What is being asked: Carry none of the pictures over; write out the complete data exactly.

(Stored data entries)
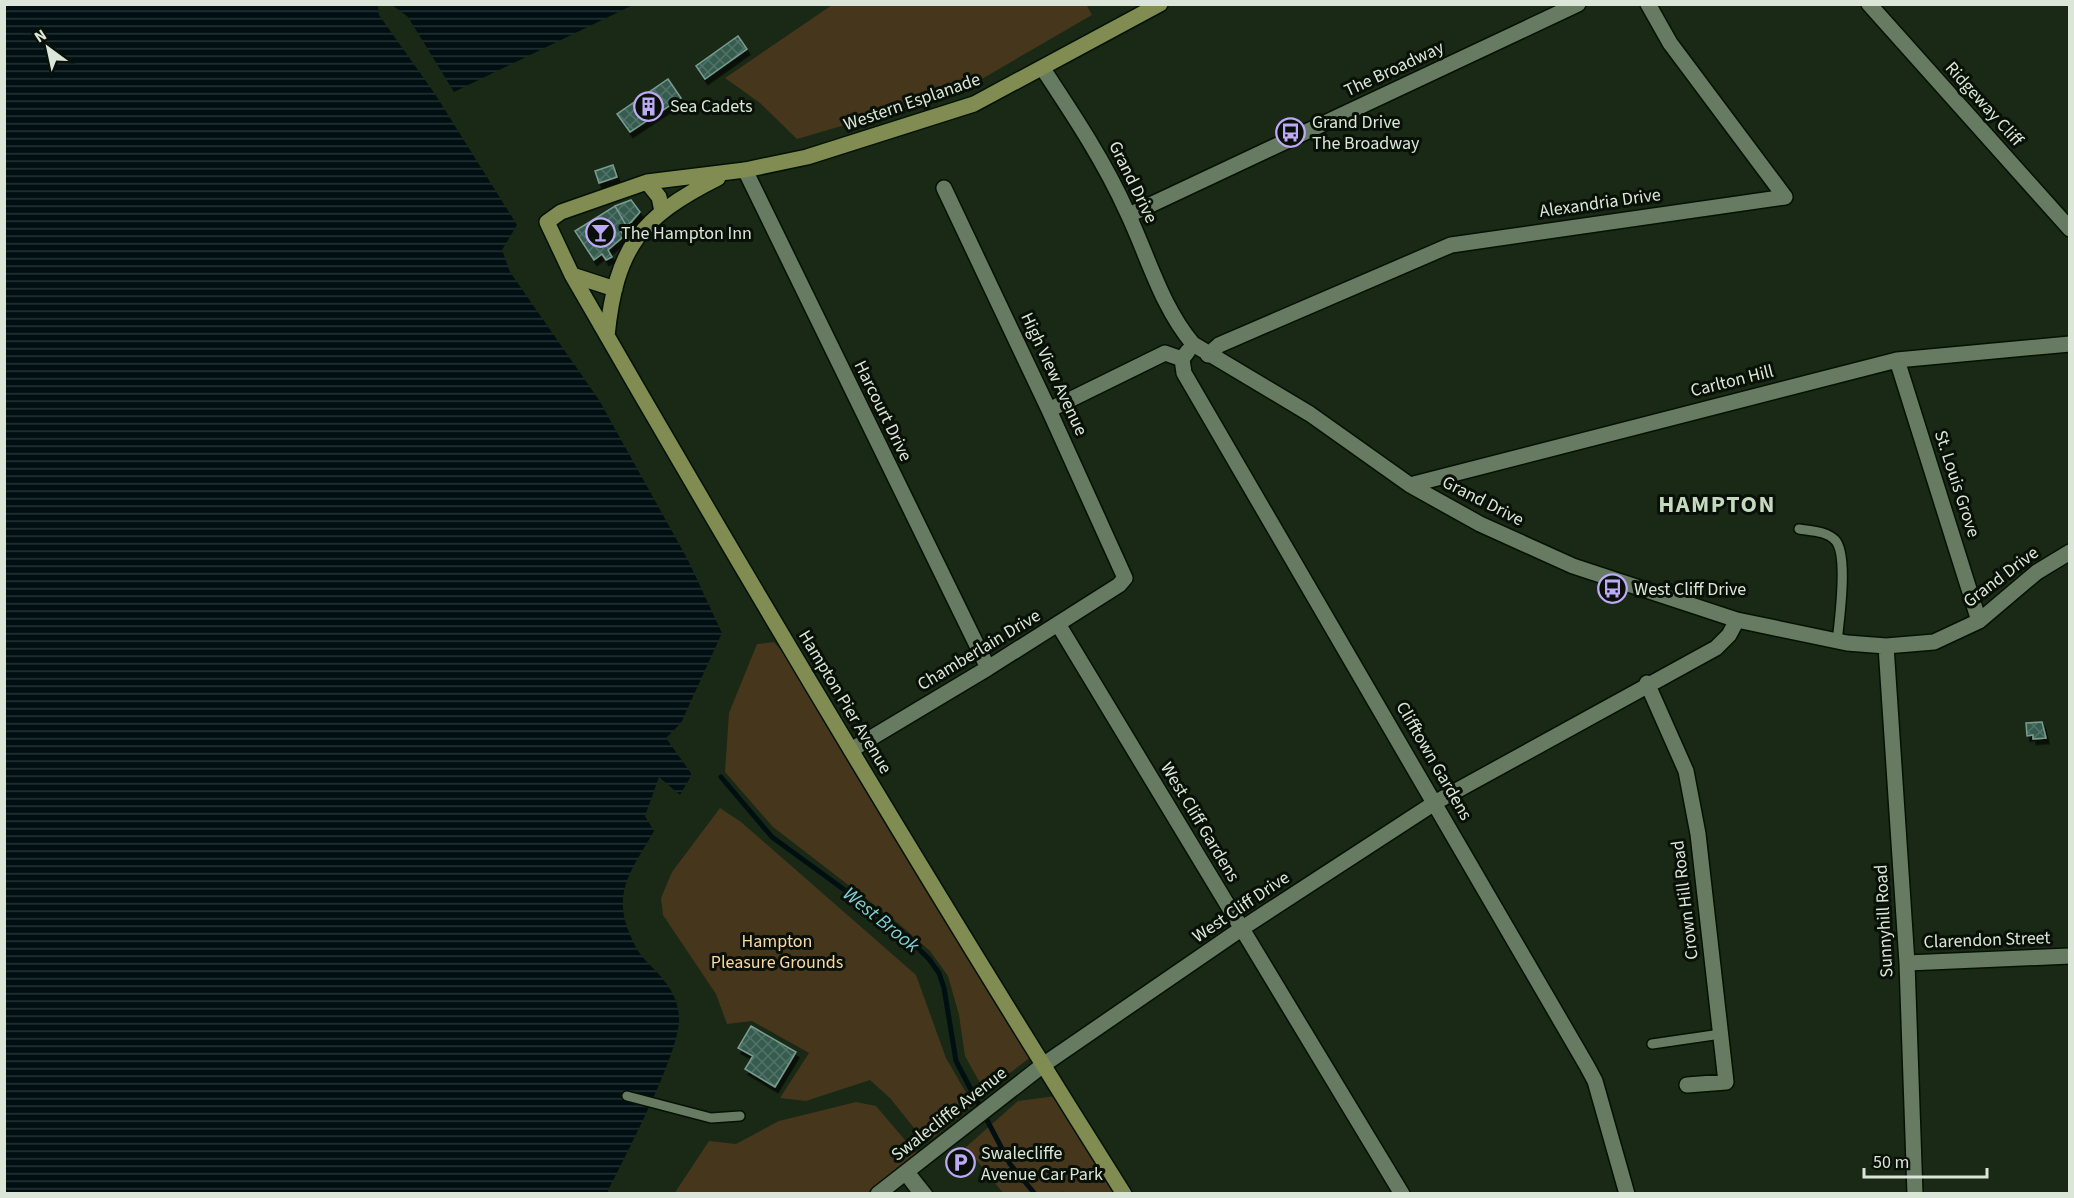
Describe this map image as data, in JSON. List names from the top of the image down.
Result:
{
  "streets": {
    "street": [
      "The Broadway",
      "Western Esplanade",
      "Ridgeway Cliff",
      "Grand Drive",
      "Alexandria Drive",
      "High View Avenue",
      "Carlton Hill",
      "Harcourt Drive",
      "St. Louis Grove",
      "Chamberlain Drive",
      "Hampton Pier Avenue",
      "Clifftown Gardens",
      "West Cliff Gardens",
      "Crown Hill Road",
      "West Cliff Drive",
      "Sunnyhill Road",
      "Clarendon Street",
      "Swalecliffe Avenue"
    ]
  },
  "crossings": [
    ["The Broadway", "Grand Drive"],
    ["Western Esplanade", "Grand Drive"],
    ["Western Esplanade", "Harcourt Drive"],
    ["Western Esplanade", "Hampton Pier Avenue"],
    ["Grand Drive", "Alexandria Drive"],
    ["Grand Drive", "Carlton Hill"],
    ["Grand Drive", "St. Louis Grove"],
    ["Grand Drive", "West Cliff Drive"],
    ["Grand Drive", "Sunnyhill Road"],
    ["High View Avenue", "Chamberlain Drive"],
    ["Carlton Hill", "St. Louis Grove"],
    ["Harcourt Drive", "Chamberlain Drive"],
    ["Chamberlain Drive", "Hampton Pier Avenue"],
    ["Chamberlain Drive", "West Cliff Gardens"],
    ["Hampton Pier Avenue", "West Cliff Drive"],
    ["Hampton Pier Avenue", "Swalecliffe Avenue"],
    ["Clifftown Gardens", "West Cliff Drive"],
    ["West Cliff Gardens", "West Cliff Drive"],
    ["Crown Hill Road", "West Cliff Drive"],
    ["West Cliff Drive", "Swalecliffe Avenue"],
    ["Sunnyhill Road", "Clarendon Street"]
  ],
  "districts": ["HAMPTON"],
  "water": ["West Brook"],
  "parks": ["Hampton Pleasure Grounds"],
  "places": {
    "building": ["Sea Cadets"],
    "bus stop": ["Grand Drive The Broadway", "West Cliff Drive"],
    "bar": ["The Hampton Inn"],
    "parking": ["Swalecliffe Avenue Car Park"]
  },
  "scale_bar": "50 m",
  "north": "top left"
}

Reply to the exercise:
Describe this map image as data, in JSON. List names from the top of the image down.
Result:
{
  "streets": {
    "street": [
      "The Broadway",
      "Western Esplanade",
      "Ridgeway Cliff",
      "Grand Drive",
      "Alexandria Drive",
      "High View Avenue",
      "Carlton Hill",
      "Harcourt Drive",
      "St. Louis Grove",
      "Chamberlain Drive",
      "Hampton Pier Avenue",
      "Clifftown Gardens",
      "West Cliff Gardens",
      "Crown Hill Road",
      "West Cliff Drive",
      "Sunnyhill Road",
      "Clarendon Street",
      "Swalecliffe Avenue"
    ]
  },
  "crossings": [
    ["The Broadway", "Grand Drive"],
    ["Western Esplanade", "Grand Drive"],
    ["Western Esplanade", "Harcourt Drive"],
    ["Western Esplanade", "Hampton Pier Avenue"],
    ["Grand Drive", "Alexandria Drive"],
    ["Grand Drive", "Carlton Hill"],
    ["Grand Drive", "St. Louis Grove"],
    ["Grand Drive", "West Cliff Drive"],
    ["Grand Drive", "Sunnyhill Road"],
    ["High View Avenue", "Chamberlain Drive"],
    ["Carlton Hill", "St. Louis Grove"],
    ["Harcourt Drive", "Chamberlain Drive"],
    ["Chamberlain Drive", "Hampton Pier Avenue"],
    ["Chamberlain Drive", "West Cliff Gardens"],
    ["Hampton Pier Avenue", "West Cliff Drive"],
    ["Hampton Pier Avenue", "Swalecliffe Avenue"],
    ["Clifftown Gardens", "West Cliff Drive"],
    ["West Cliff Gardens", "West Cliff Drive"],
    ["Crown Hill Road", "West Cliff Drive"],
    ["West Cliff Drive", "Swalecliffe Avenue"],
    ["Sunnyhill Road", "Clarendon Street"]
  ],
  "districts": ["HAMPTON"],
  "water": ["West Brook"],
  "parks": ["Hampton Pleasure Grounds"],
  "places": {
    "building": ["Sea Cadets"],
    "bus stop": ["Grand Drive The Broadway", "West Cliff Drive"],
    "bar": ["The Hampton Inn"],
    "parking": ["Swalecliffe Avenue Car Park"]
  },
  "scale_bar": "50 m",
  "north": "top left"
}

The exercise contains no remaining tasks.